● Try it
Every line below that contains "limit" is to be copied.

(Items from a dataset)
========================

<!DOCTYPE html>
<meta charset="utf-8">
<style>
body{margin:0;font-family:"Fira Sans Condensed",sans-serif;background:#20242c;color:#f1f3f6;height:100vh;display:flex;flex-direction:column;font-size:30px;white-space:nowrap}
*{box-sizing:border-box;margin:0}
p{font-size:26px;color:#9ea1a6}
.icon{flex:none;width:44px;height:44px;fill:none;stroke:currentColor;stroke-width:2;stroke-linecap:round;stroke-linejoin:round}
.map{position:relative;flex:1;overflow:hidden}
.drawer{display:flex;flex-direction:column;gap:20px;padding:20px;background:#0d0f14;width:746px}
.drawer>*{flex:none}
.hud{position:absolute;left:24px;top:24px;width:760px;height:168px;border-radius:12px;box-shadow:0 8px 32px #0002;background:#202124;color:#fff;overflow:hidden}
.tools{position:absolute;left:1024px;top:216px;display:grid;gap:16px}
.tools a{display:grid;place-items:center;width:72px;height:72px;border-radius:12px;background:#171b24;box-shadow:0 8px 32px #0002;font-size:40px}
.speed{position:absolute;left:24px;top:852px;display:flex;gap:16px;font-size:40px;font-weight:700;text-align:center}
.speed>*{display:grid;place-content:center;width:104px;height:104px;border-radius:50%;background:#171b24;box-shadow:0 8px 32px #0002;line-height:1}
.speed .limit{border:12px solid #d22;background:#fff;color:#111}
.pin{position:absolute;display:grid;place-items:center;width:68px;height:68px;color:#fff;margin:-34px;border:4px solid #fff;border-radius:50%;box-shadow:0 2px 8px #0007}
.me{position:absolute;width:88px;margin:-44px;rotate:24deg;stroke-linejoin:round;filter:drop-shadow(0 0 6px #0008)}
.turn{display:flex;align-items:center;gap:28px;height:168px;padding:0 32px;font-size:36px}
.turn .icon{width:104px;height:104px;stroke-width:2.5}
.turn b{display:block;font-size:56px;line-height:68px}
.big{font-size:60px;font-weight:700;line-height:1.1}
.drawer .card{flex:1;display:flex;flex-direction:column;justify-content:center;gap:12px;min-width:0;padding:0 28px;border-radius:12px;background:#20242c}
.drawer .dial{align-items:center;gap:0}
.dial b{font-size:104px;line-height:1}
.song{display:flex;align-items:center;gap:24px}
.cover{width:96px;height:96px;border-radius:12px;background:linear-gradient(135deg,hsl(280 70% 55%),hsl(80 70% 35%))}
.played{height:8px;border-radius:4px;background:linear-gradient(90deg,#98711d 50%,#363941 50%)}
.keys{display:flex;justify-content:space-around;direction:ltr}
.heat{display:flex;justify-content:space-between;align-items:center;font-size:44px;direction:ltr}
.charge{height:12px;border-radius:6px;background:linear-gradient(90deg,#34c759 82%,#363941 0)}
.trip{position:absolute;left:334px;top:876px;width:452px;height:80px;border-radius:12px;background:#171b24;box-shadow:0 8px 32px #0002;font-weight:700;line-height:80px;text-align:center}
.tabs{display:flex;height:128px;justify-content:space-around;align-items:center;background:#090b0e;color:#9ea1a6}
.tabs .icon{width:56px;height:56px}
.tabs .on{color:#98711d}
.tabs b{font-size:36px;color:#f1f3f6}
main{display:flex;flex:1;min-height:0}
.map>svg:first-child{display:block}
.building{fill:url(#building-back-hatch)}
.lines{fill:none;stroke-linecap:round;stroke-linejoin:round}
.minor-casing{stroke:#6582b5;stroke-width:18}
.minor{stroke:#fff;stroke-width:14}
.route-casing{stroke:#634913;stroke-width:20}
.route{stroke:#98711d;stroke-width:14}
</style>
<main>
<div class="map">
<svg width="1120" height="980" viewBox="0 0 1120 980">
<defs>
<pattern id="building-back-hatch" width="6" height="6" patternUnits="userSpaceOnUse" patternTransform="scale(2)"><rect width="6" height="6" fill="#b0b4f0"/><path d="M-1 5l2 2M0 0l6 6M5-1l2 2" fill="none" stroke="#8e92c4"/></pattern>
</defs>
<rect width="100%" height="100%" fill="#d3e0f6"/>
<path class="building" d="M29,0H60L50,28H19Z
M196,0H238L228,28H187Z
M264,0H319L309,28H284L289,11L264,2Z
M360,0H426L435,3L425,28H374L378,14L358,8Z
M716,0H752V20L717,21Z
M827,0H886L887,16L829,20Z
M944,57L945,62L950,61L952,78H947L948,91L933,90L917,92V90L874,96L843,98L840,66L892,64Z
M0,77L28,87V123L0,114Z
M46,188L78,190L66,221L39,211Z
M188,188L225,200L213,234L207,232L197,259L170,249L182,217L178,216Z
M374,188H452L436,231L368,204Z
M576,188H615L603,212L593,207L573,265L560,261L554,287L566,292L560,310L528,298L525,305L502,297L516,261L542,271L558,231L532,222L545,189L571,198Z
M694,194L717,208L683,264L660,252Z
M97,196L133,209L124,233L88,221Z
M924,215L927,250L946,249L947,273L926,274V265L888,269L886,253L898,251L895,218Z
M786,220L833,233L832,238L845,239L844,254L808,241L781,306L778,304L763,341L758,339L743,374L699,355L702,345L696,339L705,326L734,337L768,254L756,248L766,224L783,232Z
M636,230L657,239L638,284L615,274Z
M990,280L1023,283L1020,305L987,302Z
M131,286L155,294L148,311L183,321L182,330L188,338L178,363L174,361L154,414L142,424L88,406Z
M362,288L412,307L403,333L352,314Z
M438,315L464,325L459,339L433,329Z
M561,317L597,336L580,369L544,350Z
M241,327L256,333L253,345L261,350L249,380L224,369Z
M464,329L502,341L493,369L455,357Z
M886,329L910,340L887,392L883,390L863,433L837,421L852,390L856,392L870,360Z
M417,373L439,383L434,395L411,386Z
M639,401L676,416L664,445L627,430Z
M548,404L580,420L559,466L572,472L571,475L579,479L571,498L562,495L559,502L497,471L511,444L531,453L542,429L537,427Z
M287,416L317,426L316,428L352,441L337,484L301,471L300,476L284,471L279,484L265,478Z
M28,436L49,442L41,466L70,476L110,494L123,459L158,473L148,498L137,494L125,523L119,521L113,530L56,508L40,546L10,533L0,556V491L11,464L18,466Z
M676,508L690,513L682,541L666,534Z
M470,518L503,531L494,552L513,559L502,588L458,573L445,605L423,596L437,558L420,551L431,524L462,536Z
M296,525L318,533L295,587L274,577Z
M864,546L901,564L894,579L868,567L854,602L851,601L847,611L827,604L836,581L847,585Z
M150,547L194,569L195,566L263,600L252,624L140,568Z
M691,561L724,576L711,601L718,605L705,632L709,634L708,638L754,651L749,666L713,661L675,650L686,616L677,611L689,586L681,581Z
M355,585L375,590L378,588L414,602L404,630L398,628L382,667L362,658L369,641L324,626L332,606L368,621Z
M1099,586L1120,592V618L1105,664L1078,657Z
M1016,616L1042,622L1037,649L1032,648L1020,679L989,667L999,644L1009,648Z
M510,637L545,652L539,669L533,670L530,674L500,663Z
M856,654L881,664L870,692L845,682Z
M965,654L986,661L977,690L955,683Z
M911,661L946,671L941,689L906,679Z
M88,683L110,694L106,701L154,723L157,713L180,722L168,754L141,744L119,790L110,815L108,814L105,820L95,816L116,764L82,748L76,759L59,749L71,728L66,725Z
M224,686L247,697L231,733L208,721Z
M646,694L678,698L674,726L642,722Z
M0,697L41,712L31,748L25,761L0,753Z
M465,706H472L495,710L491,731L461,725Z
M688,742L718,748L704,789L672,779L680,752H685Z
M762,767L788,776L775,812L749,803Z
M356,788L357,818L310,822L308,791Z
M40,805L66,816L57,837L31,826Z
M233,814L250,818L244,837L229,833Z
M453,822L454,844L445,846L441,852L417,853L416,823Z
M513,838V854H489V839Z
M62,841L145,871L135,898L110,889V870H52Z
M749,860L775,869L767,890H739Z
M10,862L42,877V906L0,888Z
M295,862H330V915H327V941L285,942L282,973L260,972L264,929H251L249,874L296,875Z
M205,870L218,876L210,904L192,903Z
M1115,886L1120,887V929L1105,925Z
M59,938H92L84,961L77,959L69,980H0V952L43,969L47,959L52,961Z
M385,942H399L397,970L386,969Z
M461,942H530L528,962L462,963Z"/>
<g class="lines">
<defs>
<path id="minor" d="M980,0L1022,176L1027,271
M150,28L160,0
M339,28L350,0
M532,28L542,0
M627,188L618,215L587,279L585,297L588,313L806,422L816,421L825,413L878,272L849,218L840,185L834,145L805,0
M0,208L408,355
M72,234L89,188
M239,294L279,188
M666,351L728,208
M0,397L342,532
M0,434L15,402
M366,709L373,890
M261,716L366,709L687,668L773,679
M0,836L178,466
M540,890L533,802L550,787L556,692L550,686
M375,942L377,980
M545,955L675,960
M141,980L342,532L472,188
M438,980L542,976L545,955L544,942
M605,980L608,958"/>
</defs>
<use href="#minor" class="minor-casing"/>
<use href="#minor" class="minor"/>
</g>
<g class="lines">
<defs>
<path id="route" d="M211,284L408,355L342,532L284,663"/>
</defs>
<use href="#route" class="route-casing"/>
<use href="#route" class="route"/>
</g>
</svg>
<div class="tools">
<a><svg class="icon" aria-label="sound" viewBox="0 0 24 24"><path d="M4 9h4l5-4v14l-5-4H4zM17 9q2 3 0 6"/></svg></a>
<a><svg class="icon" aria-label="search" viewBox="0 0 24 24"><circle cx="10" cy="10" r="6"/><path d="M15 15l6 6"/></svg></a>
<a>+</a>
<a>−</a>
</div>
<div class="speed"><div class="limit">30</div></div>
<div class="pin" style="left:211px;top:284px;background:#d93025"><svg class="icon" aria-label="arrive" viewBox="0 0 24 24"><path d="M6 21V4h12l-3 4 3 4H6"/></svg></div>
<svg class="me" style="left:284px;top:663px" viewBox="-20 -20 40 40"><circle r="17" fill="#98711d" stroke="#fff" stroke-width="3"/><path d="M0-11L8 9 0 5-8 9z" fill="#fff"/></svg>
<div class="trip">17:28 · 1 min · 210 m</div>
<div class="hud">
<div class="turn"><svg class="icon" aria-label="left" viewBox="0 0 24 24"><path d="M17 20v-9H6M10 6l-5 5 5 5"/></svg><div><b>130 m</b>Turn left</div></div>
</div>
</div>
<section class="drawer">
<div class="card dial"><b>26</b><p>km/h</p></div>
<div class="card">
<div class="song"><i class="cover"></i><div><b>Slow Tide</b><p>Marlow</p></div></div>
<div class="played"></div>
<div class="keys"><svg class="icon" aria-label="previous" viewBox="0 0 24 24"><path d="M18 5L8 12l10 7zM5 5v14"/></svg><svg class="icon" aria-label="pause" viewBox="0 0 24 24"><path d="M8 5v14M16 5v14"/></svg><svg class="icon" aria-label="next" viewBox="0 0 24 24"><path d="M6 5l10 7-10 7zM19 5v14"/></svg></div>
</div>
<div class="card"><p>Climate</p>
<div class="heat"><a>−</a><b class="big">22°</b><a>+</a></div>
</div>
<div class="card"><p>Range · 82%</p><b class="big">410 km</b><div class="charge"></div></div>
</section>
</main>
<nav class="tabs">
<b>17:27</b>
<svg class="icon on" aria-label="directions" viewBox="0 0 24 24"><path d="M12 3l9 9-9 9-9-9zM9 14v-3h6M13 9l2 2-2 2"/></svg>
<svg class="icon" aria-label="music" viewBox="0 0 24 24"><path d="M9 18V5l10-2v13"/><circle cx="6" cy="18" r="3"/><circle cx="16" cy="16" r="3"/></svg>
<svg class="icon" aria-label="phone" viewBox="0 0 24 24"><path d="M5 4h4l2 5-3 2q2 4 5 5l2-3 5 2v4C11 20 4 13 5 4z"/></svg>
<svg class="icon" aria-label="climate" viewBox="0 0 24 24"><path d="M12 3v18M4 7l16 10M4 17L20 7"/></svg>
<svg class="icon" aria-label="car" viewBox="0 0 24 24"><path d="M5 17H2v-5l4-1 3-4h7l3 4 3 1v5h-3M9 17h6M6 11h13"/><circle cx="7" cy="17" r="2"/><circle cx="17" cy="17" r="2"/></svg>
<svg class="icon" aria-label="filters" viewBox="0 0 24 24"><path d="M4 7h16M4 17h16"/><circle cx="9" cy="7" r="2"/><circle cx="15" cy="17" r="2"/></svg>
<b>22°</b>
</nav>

========================

● Solution to this exercise
.speed .limit{border:12px solid #d22;background:#fff;color:#111}
<div class="speed"><div class="limit">30</div></div>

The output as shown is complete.